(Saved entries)
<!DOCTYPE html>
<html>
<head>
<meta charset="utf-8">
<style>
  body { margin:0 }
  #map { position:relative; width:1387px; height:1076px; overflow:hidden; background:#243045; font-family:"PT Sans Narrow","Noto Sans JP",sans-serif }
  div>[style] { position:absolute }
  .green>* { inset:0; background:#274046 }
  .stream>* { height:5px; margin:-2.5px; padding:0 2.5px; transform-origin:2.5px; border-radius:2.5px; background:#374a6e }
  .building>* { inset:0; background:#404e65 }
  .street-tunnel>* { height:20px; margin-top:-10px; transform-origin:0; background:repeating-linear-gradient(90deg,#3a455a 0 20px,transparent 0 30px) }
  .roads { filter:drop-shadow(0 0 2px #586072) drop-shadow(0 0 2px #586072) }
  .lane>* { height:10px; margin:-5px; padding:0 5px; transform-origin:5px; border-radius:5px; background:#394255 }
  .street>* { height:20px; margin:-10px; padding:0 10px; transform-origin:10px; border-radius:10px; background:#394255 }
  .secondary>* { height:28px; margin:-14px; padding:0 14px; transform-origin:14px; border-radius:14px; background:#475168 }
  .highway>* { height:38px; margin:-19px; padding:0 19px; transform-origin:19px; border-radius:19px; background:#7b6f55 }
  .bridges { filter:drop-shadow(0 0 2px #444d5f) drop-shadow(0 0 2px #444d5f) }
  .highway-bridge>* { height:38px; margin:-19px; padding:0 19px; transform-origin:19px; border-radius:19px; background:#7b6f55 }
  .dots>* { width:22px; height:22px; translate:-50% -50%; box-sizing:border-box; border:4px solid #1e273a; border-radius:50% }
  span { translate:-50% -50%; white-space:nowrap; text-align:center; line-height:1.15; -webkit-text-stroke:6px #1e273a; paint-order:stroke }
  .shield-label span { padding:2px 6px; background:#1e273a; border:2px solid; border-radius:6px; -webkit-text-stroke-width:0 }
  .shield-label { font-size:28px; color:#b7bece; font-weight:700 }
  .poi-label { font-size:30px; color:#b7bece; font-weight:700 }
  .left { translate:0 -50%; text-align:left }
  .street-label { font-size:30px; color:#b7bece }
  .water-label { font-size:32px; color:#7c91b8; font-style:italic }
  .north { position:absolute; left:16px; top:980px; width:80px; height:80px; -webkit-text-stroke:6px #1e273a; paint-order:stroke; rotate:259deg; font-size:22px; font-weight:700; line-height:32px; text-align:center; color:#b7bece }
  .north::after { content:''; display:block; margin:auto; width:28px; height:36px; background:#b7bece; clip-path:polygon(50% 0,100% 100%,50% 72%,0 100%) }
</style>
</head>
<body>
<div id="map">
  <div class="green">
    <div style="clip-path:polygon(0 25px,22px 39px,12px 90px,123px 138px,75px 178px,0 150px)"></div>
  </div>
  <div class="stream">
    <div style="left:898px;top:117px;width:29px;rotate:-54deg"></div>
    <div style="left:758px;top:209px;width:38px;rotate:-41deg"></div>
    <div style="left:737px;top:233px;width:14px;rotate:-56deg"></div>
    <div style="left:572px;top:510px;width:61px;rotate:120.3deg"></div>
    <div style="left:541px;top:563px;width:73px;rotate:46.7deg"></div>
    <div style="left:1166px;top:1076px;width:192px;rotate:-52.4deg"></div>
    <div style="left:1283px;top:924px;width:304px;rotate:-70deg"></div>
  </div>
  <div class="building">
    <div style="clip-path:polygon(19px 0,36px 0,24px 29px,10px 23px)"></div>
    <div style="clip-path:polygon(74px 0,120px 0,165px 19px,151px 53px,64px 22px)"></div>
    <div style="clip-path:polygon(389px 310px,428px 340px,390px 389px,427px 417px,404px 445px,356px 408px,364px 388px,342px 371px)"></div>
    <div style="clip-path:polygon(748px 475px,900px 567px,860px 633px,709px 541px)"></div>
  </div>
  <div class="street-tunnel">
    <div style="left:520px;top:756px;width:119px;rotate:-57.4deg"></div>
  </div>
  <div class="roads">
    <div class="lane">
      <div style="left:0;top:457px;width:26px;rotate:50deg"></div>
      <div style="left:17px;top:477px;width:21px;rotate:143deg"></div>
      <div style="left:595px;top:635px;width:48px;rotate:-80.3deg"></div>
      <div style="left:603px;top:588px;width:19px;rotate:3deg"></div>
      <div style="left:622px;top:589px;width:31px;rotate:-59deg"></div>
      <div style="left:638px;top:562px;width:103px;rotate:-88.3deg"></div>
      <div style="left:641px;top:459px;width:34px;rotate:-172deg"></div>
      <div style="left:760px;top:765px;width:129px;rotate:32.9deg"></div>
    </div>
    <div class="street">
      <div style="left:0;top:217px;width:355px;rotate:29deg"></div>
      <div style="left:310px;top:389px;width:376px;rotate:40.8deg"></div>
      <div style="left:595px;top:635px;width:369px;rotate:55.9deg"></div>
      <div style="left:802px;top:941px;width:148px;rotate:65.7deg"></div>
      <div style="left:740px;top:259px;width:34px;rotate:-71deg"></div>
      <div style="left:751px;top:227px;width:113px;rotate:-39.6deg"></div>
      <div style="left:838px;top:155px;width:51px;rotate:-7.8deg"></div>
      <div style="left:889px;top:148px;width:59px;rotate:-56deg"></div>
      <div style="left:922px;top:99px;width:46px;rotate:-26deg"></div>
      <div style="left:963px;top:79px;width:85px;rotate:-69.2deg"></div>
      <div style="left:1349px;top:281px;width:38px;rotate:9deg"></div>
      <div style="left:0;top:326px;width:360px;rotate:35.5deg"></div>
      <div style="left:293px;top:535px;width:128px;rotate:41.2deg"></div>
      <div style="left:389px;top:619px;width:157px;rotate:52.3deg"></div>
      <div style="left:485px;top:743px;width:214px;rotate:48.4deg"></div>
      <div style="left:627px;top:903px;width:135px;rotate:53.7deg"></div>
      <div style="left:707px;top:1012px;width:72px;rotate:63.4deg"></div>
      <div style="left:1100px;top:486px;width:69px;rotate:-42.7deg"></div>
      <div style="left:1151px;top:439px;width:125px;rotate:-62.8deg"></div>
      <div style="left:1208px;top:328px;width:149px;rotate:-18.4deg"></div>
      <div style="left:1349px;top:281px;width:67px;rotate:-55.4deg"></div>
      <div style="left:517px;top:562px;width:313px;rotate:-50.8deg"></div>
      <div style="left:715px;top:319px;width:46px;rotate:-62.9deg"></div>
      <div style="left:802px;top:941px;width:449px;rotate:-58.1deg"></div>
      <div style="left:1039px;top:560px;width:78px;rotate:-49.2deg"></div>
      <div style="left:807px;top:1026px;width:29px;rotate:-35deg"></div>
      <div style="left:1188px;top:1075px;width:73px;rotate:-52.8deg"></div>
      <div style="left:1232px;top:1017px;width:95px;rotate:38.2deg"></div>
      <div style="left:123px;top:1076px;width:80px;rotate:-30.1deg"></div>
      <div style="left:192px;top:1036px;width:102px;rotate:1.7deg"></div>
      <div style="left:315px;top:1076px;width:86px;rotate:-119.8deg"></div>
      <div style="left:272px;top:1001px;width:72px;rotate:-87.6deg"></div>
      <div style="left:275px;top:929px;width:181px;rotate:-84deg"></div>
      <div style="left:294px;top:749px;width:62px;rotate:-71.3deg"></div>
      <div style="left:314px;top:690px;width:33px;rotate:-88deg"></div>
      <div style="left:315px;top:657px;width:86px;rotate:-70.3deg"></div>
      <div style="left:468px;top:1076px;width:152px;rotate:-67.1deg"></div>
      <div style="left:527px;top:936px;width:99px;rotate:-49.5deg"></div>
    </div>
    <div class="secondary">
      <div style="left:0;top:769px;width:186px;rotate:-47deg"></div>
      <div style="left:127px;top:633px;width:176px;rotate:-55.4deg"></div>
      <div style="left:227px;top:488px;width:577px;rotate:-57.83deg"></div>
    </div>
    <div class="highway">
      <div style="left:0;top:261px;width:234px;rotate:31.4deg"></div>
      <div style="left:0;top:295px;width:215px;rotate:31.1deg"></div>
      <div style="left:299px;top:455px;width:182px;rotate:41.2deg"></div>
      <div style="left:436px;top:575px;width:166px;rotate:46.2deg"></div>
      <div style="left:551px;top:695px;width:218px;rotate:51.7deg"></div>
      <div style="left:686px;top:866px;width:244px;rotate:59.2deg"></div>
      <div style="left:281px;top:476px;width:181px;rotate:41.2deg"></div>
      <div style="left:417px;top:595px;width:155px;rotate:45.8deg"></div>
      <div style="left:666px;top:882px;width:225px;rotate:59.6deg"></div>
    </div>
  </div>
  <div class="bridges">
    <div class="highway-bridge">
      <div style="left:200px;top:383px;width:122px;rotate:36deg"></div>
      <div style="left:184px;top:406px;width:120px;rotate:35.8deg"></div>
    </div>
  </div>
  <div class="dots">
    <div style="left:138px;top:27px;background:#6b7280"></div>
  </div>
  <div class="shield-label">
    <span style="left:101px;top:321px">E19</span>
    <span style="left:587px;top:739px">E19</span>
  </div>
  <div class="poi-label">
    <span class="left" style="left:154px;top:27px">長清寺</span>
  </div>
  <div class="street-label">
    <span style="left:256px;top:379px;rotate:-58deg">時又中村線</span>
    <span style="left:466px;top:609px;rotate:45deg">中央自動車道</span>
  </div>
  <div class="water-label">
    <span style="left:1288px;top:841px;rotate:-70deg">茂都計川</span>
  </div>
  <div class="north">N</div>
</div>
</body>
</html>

# EXERCISE DIRECTIONS
Out of the data above, give again only the lines starting at the one holding "height:5px; margin:-2.5px; padding:0" and ending at the one holding "2px #586072) drop-shadow(0", unchanged.

# EXERCISE ANSWER
  .stream>* { height:5px; margin:-2.5px; padding:0 2.5px; transform-origin:2.5px; border-radius:2.5px; background:#374a6e }
  .building>* { inset:0; background:#404e65 }
  .street-tunnel>* { height:20px; margin-top:-10px; transform-origin:0; background:repeating-linear-gradient(90deg,#3a455a 0 20px,transparent 0 30px) }
  .roads { filter:drop-shadow(0 0 2px #586072) drop-shadow(0 0 2px #586072) }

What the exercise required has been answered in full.